A High Court case potentially creates a situation of Macquarie Bank interests sitting on both sides of litigation.
Sydney Airport’s warnings that the full Federal Court decision will create uncertainty are echoed by Melbourne Airport, which plans to spend about $500 million on aeronautical assets over the next five years.
“Unless we’ve got certainty . . . then we’ve got to think very hard about doing it,” Melbourne Airport chief executive Chris Barlow told The Australian Financial Review.
“If the ACCC came in between the airlines, our customers and ourselves, in simple terms what it means is we say to the airlines, ‘We want to build 12 new stands for you at Melbourne and charge you $X for it’. They go running off to the ACCC. The ACCC spends about a year looking at it, comes back, says, ‘No we don’t think you should charge $X’ . . . our board looks at it again and says, ‘I don’t think so’.”
He said that such processes would delay airport infrastructure projects by 18 months “at the very best”. “And at the very worst, it just wouldn’t get built.”
Melbourne Airport preferred to strike commercial deals with the airlines, and Mr Barlow thought it unlikely the airlines would seek declaration at that airport.
Mr Balding spoke to the AFR before the High Court special-leave application was filed or the bid for Qantas made.

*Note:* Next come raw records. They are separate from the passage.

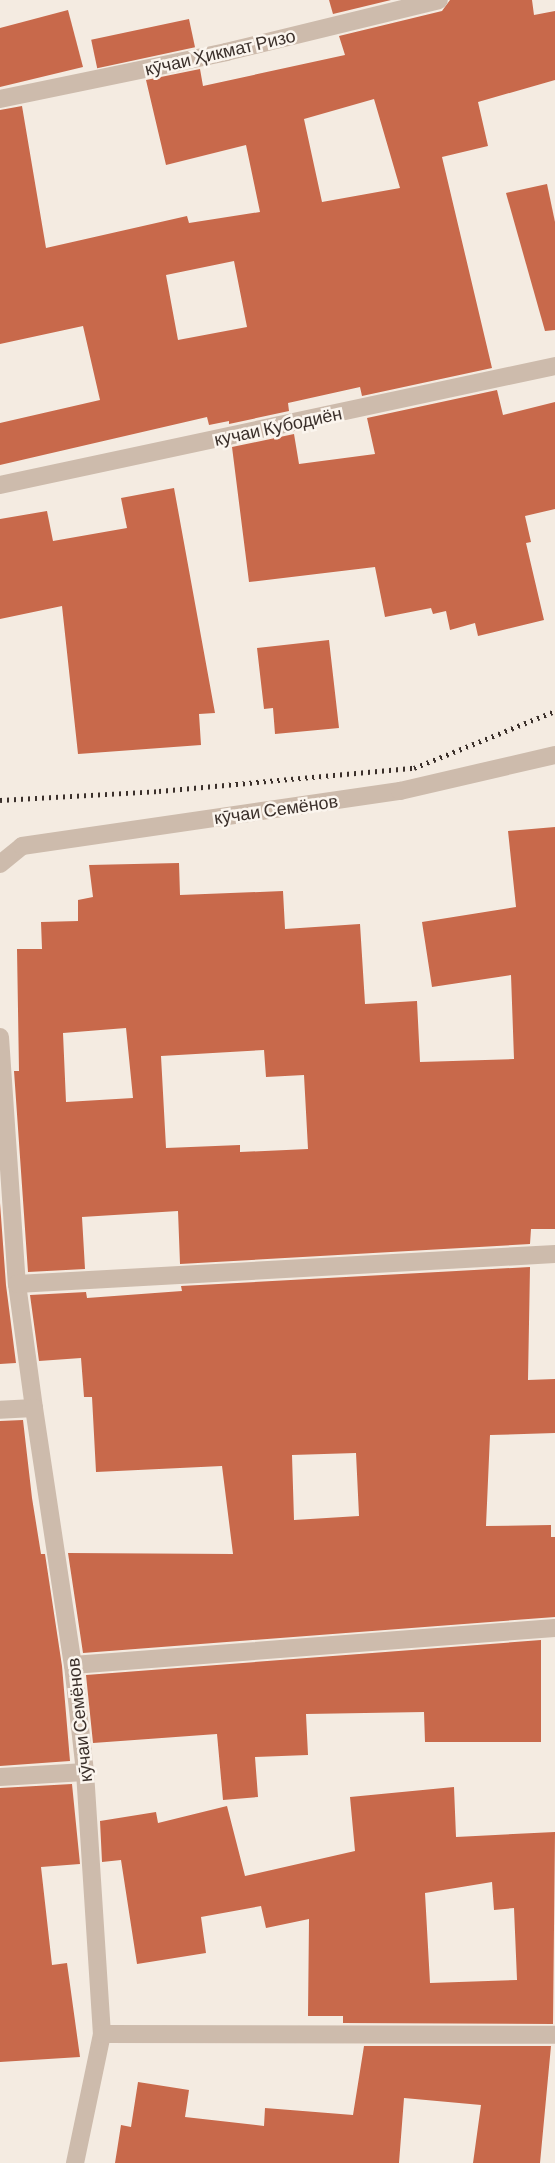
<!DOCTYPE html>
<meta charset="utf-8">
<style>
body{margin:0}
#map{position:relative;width:555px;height:2163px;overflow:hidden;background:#f4ebe1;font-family:Barlow,sans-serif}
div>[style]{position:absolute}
.building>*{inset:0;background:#c8694b;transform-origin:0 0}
.street>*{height:18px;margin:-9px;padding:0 9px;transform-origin:9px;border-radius:9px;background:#cdbbac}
.rail>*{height:5px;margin-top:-2.5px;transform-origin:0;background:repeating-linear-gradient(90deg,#3b302b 0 2px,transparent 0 7px)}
span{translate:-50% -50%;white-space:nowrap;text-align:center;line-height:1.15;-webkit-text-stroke:5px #fbf5ee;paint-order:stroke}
.street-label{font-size:18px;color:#3b302b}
</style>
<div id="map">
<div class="building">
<div style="clip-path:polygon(329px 0,391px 0,333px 14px)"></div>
<div style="clip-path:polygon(evenodd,450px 0,532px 0,534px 15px,555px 11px,555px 80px,478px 102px,488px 146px,442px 157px,492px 368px,362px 396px,360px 387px,288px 403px,289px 411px,229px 424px,229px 421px,209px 425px,207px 417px,0 465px,0 423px,100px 400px,83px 326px,0 344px,0 110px,22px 106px,46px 248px,187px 216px,189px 223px,260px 212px,246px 145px,166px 165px,146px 80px,200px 69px,203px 86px,345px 55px,339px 36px,442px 11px,450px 0,374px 99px,400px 188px,322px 202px,304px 119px,374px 99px,450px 0,234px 261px,247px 327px,178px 340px,166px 275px,234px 261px)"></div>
<div style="clip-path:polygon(68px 10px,83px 67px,0 87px,0 28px)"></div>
<div style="left:189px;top:19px;width:29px;height:100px;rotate:78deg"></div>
<div style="clip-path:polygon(547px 184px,555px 222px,555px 330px,545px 331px,506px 193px)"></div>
<div style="clip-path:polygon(497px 390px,503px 415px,555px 402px,555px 509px,525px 516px,531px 542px,526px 543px,544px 620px,478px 636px,475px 623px,450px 630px,446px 611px,433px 614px,431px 608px,385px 617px,375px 567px,249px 582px,232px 447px,294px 434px,299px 464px,375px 454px,367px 418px)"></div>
<div style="clip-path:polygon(174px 488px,215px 713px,199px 714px,201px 745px,78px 754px,62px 606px,0 619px,0 519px,47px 511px,53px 541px,127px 528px,121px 498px)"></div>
<div style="clip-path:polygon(329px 640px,339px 728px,275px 734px,273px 708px,264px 709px,257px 648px)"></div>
<div style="clip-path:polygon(evenodd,555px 827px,555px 1229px,531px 1229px,530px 1244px,180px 1264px,178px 1211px,82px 1217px,85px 1269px,28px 1272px,14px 1071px,19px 1071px,17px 949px,42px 949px,41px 922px,78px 921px,78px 900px,93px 897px,89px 865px,179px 863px,180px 895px,283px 891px,285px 929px,360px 924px,365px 1004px,417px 1001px,420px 1062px,514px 1059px,511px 975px,432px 987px,422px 922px,516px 907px,508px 831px,555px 827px,126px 1028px,133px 1098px,66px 1102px,63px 1033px,126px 1028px,555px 827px,264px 1050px,266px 1077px,304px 1075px,308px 1149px,240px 1152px,240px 1145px,166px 1148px,161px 1056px,264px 1050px)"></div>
<div style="clip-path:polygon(0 1203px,6px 1285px,16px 1363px,0 1364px)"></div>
<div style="clip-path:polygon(evenodd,530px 1267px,528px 1380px,555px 1379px,555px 1433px,490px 1435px,486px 1526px,551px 1525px,551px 1537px,555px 1537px,555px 1617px,83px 1653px,68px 1553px,233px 1554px,222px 1466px,96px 1472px,92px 1397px,84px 1397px,81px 1358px,39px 1361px,30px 1295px,86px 1292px,87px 1298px,182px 1291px,181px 1286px,530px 1267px,356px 1453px,359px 1516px,294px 1520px,292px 1455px,356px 1453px)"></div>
<div style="clip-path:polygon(23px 1420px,32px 1498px,41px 1554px,45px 1554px,62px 1666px,70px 1761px,0 1766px,0 1421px)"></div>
<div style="clip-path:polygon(541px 1640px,541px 1742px,425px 1742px,424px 1712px,306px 1714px,308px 1755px,255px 1757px,258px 1797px,223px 1800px,217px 1734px,93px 1743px,86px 1675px)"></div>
<div style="clip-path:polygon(72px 1784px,80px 1864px,41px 1867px,52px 1965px,67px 1963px,80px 2057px,0 2062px,0 1788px)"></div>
<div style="clip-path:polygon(evenodd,454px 1787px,456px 1837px,555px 1832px,553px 2024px,343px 2023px,343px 2016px,308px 2016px,309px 1919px,266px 1928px,261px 1906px,201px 1917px,206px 1953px,137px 1964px,121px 1860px,102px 1862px,100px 1821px,156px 1812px,158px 1823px,227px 1806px,245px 1876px,355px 1851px,350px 1797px,454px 1787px,492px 1882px,494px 1910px,514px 1908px,517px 1980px,430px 1983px,425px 1893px,492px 1882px)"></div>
<div style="clip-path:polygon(364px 2046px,551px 2046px,540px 2163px,473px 2163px,481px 2105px,404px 2098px,399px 2163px,115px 2163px,121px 2125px,131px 2127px,138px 2082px,189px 2090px,185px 2117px,264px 2126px,265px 2108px,353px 2115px)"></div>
</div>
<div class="street">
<div style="left:0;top:99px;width:231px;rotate:-11.7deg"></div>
<div style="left:226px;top:52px;width:219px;rotate:-13.7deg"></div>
<div style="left:0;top:485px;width:568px;rotate:-12.1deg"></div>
<div style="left:0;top:864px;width:28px;rotate:-39deg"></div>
<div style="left:22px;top:846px;width:382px;rotate:-8.3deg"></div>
<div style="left:400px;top:791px;width:159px;rotate:-13.1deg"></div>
<div style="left:0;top:1037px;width:248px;rotate:86.1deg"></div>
<div style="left:17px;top:1284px;width:125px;rotate:82.2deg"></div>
<div style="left:34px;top:1408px;width:34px;rotate:177deg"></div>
<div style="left:17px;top:1284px;width:539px;rotate:-3.19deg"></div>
<div style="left:34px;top:1408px;width:260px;rotate:81.4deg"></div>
<div style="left:73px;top:1665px;width:108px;rotate:83.6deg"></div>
<div style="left:85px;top:1772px;width:263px;rotate:86.3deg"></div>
<div style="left:102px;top:2034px;width:132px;rotate:101.8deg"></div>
<div style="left:73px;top:1665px;width:483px;rotate:-4.4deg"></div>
<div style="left:0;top:1777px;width:85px;rotate:-3.4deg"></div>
<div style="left:102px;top:2034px;width:453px;rotate:0.1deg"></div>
</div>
<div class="rail">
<div style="left:0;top:800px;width:159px;rotate:-3.2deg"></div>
<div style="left:159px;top:791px;width:256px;rotate:-5.2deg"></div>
<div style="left:414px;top:768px;width:152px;rotate:-22deg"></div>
</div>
<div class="street-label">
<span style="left:220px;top:52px;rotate:-13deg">кӯчаи Ҳикмат Ризо</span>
<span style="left:278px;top:426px;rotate:-12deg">кучаи Кубодиён</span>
<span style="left:276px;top:809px;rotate:-8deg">кӯчаи Семёнов</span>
<span style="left:79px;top:1720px;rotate:-96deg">кӯчаи Семёнов</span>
</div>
</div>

He declined to elaborate after these events. But Qantas and budget carrier Virgin Blue – named as respondents to the potential High Court case – have pledged to fight the Sydney Airports push if special leave is granted.
The airlines have already been leading a furious backlash against a draft decision by the Productivity Commission, which rejected their calls to impose stricter controls on airports by making a new arbitration regime available in disputes over airport charges and conditions.
While their models differ, Qantas and Virgin Blue want a radically new regime because they complain that the process of seeking declaration has been plagued by massive delays and costs. They fear this will continue despite recent amendments to the Trade Practices Act and despite a new lower threshold following the legal precedent.
Qantas Executive General Manager of associated business Grant Fenn said binding arbitration was needed that “so that both parties come to the negotiating table with fair and reasonable positions”, otherwise prices could rise by “a considerable amount”.
On the prospect of being sued by a Macquarie-controlled company when the bank is also backing the Qantas bid, he said: “It’s business as usual and this is about Sydney Airport not Macquarie Bank.”